9 BEDtools and plyranges

Slides

You can download the slides for this tutorial below.

9.1 Setting up for plyranges

Create a new R project and load in the tidyverse and plyranges into your environment:

Download the files MACS2 narrowPeak BED file (from the STAR tutorial), as well as a GTF (i.e. GFF3)-formatted file containing mouse gene information (from the ChIP tutorial) from the Orca server. The files have been stripped of non-autosomal and non-canonical chromosomes for compatibility (different patches of mm10 will have different names for mitochondria and different “alternate” chromosomes, which makes plyranges angry).

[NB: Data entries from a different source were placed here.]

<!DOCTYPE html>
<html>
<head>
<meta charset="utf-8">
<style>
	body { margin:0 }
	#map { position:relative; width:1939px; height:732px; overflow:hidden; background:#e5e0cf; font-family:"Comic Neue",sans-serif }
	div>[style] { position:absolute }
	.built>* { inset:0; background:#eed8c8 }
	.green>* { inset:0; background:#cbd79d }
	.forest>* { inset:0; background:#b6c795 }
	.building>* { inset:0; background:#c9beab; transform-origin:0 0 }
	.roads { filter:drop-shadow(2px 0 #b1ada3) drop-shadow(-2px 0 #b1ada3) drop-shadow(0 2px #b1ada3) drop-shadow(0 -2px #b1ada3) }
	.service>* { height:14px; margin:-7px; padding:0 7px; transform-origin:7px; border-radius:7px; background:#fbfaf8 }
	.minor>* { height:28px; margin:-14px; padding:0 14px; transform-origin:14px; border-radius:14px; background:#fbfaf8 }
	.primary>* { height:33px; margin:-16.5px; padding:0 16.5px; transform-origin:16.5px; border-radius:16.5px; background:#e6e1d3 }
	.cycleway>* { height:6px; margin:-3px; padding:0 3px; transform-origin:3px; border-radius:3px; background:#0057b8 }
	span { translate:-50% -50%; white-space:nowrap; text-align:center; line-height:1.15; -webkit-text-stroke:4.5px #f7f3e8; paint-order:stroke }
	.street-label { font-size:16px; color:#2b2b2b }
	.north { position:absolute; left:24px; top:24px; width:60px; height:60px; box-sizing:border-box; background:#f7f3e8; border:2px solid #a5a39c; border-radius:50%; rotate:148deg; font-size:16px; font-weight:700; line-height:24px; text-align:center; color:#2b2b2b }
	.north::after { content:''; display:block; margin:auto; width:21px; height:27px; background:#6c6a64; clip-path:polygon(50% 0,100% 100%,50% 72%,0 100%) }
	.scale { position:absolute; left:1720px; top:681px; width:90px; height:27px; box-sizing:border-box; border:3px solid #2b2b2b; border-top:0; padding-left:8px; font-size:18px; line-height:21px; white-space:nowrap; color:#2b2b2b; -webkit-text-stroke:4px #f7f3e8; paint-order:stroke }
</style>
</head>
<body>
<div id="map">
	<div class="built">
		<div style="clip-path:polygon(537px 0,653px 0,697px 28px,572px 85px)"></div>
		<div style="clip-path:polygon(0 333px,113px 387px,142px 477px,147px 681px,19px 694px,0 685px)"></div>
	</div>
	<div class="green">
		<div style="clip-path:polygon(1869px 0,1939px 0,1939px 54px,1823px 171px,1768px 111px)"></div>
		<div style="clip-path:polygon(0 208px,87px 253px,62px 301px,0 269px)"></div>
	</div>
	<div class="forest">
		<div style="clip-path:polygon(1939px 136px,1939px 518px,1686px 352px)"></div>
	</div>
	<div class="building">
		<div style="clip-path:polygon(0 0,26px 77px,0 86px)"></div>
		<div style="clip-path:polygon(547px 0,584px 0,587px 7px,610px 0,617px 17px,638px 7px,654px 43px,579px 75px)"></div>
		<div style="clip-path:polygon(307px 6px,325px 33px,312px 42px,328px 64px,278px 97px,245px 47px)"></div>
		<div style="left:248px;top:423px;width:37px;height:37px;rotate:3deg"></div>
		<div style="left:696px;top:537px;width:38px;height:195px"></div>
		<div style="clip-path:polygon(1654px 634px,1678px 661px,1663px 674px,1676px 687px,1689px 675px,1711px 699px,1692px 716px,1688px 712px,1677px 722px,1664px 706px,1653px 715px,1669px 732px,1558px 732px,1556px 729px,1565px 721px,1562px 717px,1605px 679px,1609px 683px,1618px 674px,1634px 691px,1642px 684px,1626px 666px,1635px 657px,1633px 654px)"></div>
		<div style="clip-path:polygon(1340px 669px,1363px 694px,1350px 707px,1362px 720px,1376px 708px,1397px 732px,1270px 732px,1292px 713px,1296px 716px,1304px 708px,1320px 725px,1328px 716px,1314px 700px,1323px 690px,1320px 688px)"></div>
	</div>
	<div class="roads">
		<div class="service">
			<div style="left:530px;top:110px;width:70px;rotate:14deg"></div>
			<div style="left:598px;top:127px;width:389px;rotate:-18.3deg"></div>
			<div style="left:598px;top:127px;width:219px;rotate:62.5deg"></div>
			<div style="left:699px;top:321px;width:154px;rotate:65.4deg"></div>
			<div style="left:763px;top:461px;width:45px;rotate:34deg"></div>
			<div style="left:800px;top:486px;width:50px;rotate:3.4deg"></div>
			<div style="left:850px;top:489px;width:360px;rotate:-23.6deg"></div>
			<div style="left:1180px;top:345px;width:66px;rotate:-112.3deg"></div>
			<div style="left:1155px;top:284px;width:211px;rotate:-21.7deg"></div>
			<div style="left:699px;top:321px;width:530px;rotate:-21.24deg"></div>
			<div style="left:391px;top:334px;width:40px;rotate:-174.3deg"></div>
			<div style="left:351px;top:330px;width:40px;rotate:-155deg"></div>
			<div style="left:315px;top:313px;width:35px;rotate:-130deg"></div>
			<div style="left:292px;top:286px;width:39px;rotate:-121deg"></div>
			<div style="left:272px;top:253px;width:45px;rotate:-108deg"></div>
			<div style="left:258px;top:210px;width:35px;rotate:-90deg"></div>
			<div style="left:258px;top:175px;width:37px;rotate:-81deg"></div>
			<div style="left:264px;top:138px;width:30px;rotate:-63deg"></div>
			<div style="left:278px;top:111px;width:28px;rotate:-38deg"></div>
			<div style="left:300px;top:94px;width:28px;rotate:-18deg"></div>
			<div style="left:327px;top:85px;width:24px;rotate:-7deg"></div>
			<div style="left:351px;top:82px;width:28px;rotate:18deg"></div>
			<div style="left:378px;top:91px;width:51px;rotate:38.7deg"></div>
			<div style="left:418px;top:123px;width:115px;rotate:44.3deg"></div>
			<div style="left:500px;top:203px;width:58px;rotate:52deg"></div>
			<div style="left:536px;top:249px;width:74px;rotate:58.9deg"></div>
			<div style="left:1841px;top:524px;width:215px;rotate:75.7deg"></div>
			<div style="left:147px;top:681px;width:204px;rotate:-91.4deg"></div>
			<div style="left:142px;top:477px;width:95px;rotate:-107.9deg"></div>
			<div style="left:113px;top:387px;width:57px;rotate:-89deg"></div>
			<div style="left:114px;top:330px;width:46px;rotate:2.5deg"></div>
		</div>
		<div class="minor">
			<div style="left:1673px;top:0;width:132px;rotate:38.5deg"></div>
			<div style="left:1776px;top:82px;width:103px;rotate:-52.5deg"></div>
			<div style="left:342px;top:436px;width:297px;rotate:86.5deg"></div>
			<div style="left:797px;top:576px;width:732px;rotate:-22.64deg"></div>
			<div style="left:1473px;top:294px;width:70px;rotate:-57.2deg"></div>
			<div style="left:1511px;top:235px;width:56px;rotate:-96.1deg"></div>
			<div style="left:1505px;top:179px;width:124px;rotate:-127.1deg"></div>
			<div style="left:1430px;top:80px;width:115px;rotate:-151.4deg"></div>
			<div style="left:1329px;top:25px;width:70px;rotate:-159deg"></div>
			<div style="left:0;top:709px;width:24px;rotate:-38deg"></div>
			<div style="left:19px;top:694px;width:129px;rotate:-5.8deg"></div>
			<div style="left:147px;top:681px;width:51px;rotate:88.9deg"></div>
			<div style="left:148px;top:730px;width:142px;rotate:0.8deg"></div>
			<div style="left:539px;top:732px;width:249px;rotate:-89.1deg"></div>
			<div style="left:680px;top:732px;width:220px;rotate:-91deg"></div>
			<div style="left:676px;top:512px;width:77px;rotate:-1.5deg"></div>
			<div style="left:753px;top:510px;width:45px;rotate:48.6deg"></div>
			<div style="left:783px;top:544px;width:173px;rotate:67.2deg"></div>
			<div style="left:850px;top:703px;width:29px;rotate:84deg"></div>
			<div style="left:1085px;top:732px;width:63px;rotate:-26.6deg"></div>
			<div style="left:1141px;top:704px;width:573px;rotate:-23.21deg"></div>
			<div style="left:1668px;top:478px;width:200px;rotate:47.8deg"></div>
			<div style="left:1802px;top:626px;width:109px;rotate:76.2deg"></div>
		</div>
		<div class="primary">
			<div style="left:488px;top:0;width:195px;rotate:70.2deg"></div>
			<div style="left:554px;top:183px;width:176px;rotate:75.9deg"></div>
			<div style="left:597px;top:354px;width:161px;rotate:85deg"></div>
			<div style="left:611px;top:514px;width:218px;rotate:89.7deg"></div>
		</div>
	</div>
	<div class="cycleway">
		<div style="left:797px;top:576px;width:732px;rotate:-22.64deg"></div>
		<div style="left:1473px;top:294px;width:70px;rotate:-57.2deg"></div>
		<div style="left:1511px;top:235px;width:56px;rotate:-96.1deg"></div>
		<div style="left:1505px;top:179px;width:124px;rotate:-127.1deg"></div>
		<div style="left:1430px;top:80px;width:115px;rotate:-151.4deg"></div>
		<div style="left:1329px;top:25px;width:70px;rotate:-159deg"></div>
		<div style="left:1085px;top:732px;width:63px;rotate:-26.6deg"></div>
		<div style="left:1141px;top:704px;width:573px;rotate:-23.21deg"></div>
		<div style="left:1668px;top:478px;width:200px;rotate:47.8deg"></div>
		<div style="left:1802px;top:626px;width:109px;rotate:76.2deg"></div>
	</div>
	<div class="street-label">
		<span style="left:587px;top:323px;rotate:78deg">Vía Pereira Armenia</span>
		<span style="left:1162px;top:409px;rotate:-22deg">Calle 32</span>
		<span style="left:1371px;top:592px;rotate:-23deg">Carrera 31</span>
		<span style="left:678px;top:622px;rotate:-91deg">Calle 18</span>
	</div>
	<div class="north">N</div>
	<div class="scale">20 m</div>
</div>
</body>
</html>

scp ahauduc_mb20@orca1.bcgsc.ca:/projects/micb405/analysis/ChIP_tutorial/Naive_H3K27ac_peaks.autosomes.narrowPeak .
scp ahauduc_mb20@orca1.bcgsc.ca:/projects/micb405/analysis/STAR_tutorial/Mus_musculus.GRCm38.84.chr.autosomes.gtf .

9.2 Genome arithmetic

  1. Let’s start simple: what is a command you can run to display the unique seqnames (i.e. chromosomes) of each file? Remember that these are annotations on a mouse genome!

  2. Perform a left join (i.e., keep the original records of GRanges A, and attach metadata of intersecting GRanges B) of Naive_H3K27ac_peaks.autosomes.narrowPeak and Mus_musculus.GRCm38.84.chr.autosomes.gtf, but keep the metadata columns name, signalValue, qValue, type, and gene_id of the combined GRanges object.

  3. Using the previous GRanges object, group the ranges by type and summarize the mean signalValue for each type. Remember that your signalValue comes from the H3K27ac peak calls, and your type column contains known classifications of genomic areas. What type has the highest mean signalValue? Does this make sense given the function of H3K27ac in mammalian genomes?

  4. Unfortunately, a left join means that some of your peaks will not have any genome information attached to them, as they did not overlap anything. What is a command that you could run to annotate the nearest genome information onto your peaks?

  5. Can you think of any applications for plyranges that might be useful in your final project? Discuss with your group!